If you want to define your own distribution(or wrap some distribution for your own purposes), PyMC supports both stochastic_from_dist and stochastic_from_data to get your custom distributions. Then, you wrap all of the models and variables into one model to infer the unknowns. I am interested in the outliers so I define our outlier model based on Gaussian model where I would use inlier and outlier mean and spread to capture the differences between inlier and outlier distribution. The basic assumption is that the spread of the outlier as you could see from the graph is larger than inliers. This stems from the definition of the outlier as it could be defined as the the most distant observations from the distribution. I will use the posterior likelihood of the outlier in the custom distribution.(mv just says the variable is in the array form, what it stands for is beyond my faculty, though.

In [50]:
outlier_distribution = pymc.stochastic_from_dist('outlier_distribution',
logp=log_posterior_likelihood_of_outlier,
dtype=np.float,
mv=True)

outlier_dist = outlier_distribution('outlier_dist',
mu=model_,
mean_outliers=mean_outliers,
inlier=inlier,
observed=True,
value=y_with_outlier)

model = dict(outlier_dist=outlier_dist,
slope_and_intercept=slope_and_intercept,
model_=model_,
inlier=inlier,
outlier_points=outlier_points,
mean_outliers=mean_outliers,
)


## Inference¶

After getting the posterior probabilities, I will get the outliers based on the probability. The points that have smaller probabilities than some threshold become our outliers. If I want to be more restrictive on outliers, I could put a smaller threshold. Then, I would get only very distant outliers, whereas by increasing the probability I would capture the signal which has low variance. Threshold in here exists but this threshold is actually a probability measure of the posterior distribution, so it is very useful. Since it is not arbitrary, it generalizes better than the thresholds that are put in the frequentist approaches.

In [51]:
prob_threshold = 0.40

mcmc = pymc.MCMC(model)
mcmc.sample(100000, 20000)

slope_and_intercept_trace = mcmc.trace('slope_and_intercept')[:]
model_trace = mcmc.trace('model_')[:]
outlier_points_trace = mcmc.trace('outlier_points')[:]

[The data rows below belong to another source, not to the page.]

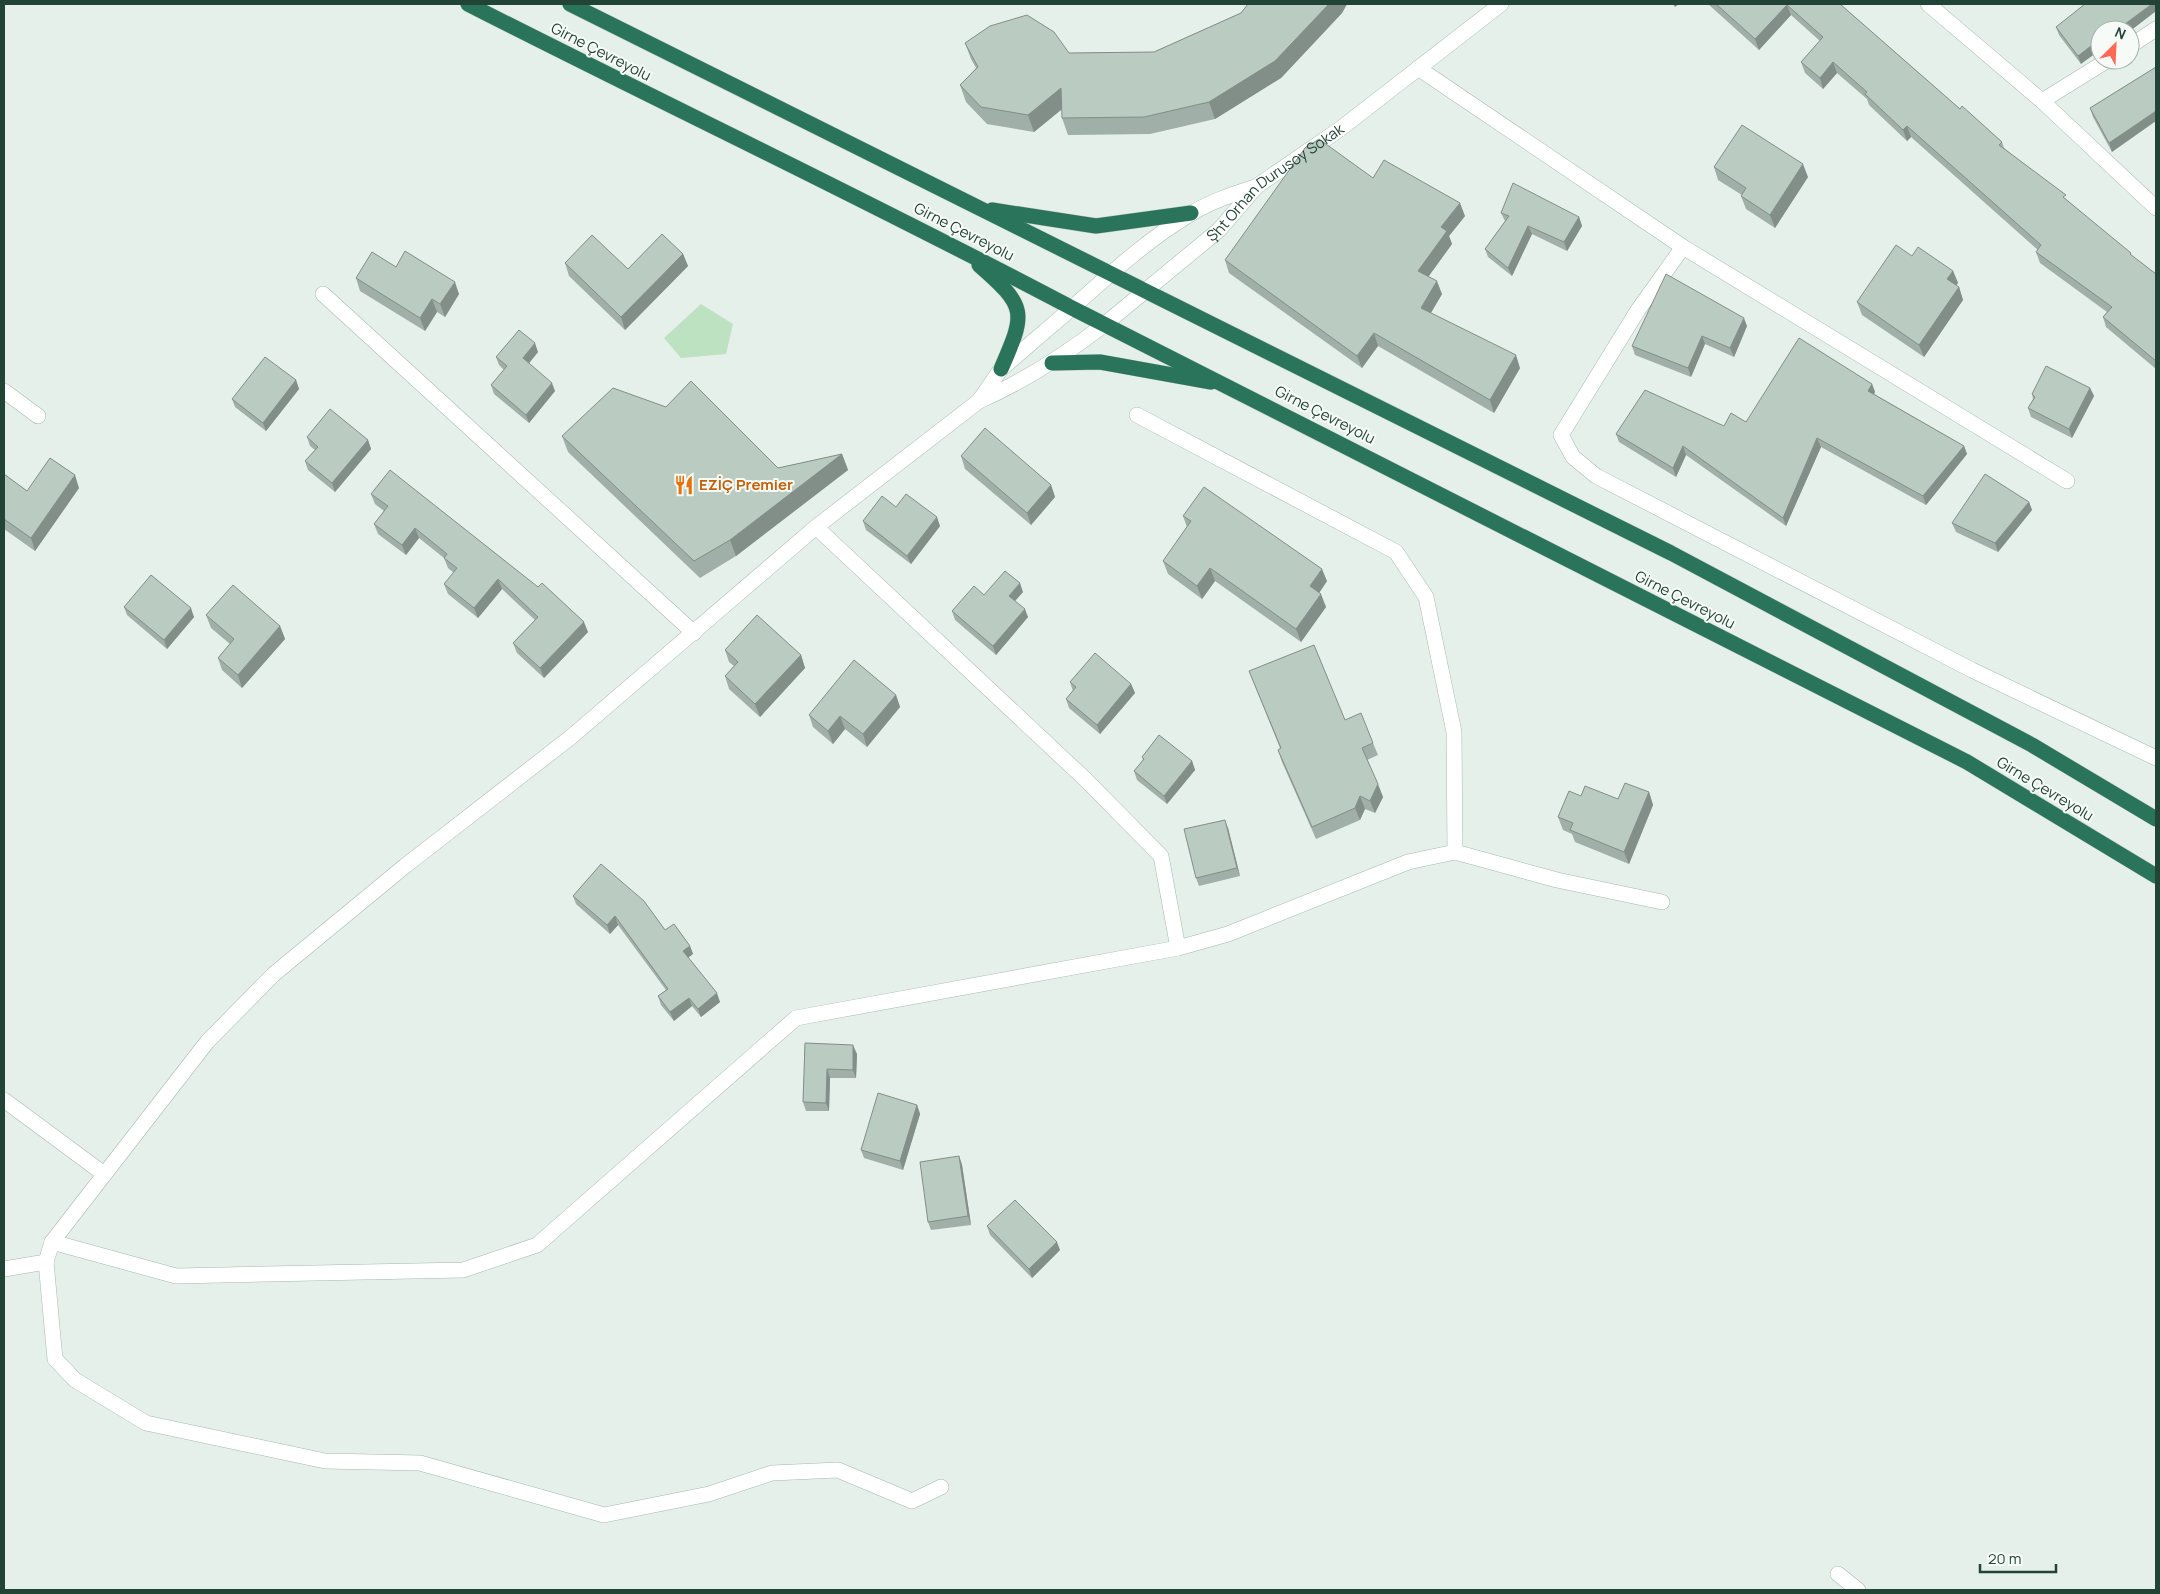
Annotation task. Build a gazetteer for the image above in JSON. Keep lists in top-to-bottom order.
{
  "streets": {
    "highway": ["Girne Çevreyolu"],
    "street": ["Şht Orhan Durusoy Sokak"]
  },
  "crossings": [
    ["Girne Çevreyolu", "Şht Orhan Durusoy Sokak"]
  ],
  "places": {
    "restaurant": ["EZİÇ Premier"]
  },
  "scale_bar": "20 m",
  "north": "top right"
}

probability_of_points = mcmc.trace('inlier')[:].astype(float).mean(0)
outlier_x = x[probability_of_points < prob_threshold]
outlier_y = y_with_outlier[probability_of_points < prob_threshold]

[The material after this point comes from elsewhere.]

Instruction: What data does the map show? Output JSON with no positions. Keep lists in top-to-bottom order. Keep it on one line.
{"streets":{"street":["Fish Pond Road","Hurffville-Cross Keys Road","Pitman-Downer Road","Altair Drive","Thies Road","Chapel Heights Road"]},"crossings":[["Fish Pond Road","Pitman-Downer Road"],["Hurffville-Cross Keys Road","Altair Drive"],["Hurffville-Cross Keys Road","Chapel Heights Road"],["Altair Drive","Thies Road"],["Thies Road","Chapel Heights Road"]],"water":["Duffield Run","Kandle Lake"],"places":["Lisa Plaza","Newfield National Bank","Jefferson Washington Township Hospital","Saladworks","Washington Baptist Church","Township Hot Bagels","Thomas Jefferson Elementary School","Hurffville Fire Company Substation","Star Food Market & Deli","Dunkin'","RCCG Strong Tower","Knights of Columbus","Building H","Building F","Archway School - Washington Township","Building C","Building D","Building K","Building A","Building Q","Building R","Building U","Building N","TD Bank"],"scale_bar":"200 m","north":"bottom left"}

 [-----------------100%-----------------] 100000 of 100000 complete in 143.8 sec

## Posterior Plots¶

In [36]:
fix, ax = plt.subplots(figsize=(16,16))

ax = plt.subplot(411)
plt.hist(slope_and_intercept_trace[:,0], histtype='stepfilled', bins=30, alpha=.7,
color="#A60628", normed=True);
plt.legend(loc="upper left");
plt.title("Posterior distributions");
plt.ylim([0, 50]);
plt.ylabel("Slope");

ax = plt.subplot(412);
plt.hist(slope_and_intercept_trace[:,1], histtype='stepfilled', bins=30,
alpha=.7, color="#7A68A6", normed=True);
plt.legend(loc="upper left");
plt.ylim([0, 2]);
plt.ylabel("Intercept");

plt.subplot(413);
plt.hist(outlier_points_trace, histtype='stepfilled', bins=100, alpha=.7,
color="#348ABD",  normed=True);
plt.ylabel("Outlier Point Probability in Signal");

plt.subplot(414);
plt.hist(spread_outliers_trace, histtype='stepfilled', bins=100, alpha=.7,
color="#188487",  normed=True);


The posterior is good in terms of, I remove most of our uncertainties(they do not look like uniform). Slope is max around 2, intercept gets maximized around 10, which are all good and very close to the main signal values. What else, I could observe spread of the outliers and what could be the ratio of outliers in the total signal, which are also good. I could also get estimate probabilities of spread in outliers and ratio of outliers in the signal which are very important measures in general even if they are not directly used for outlier detection.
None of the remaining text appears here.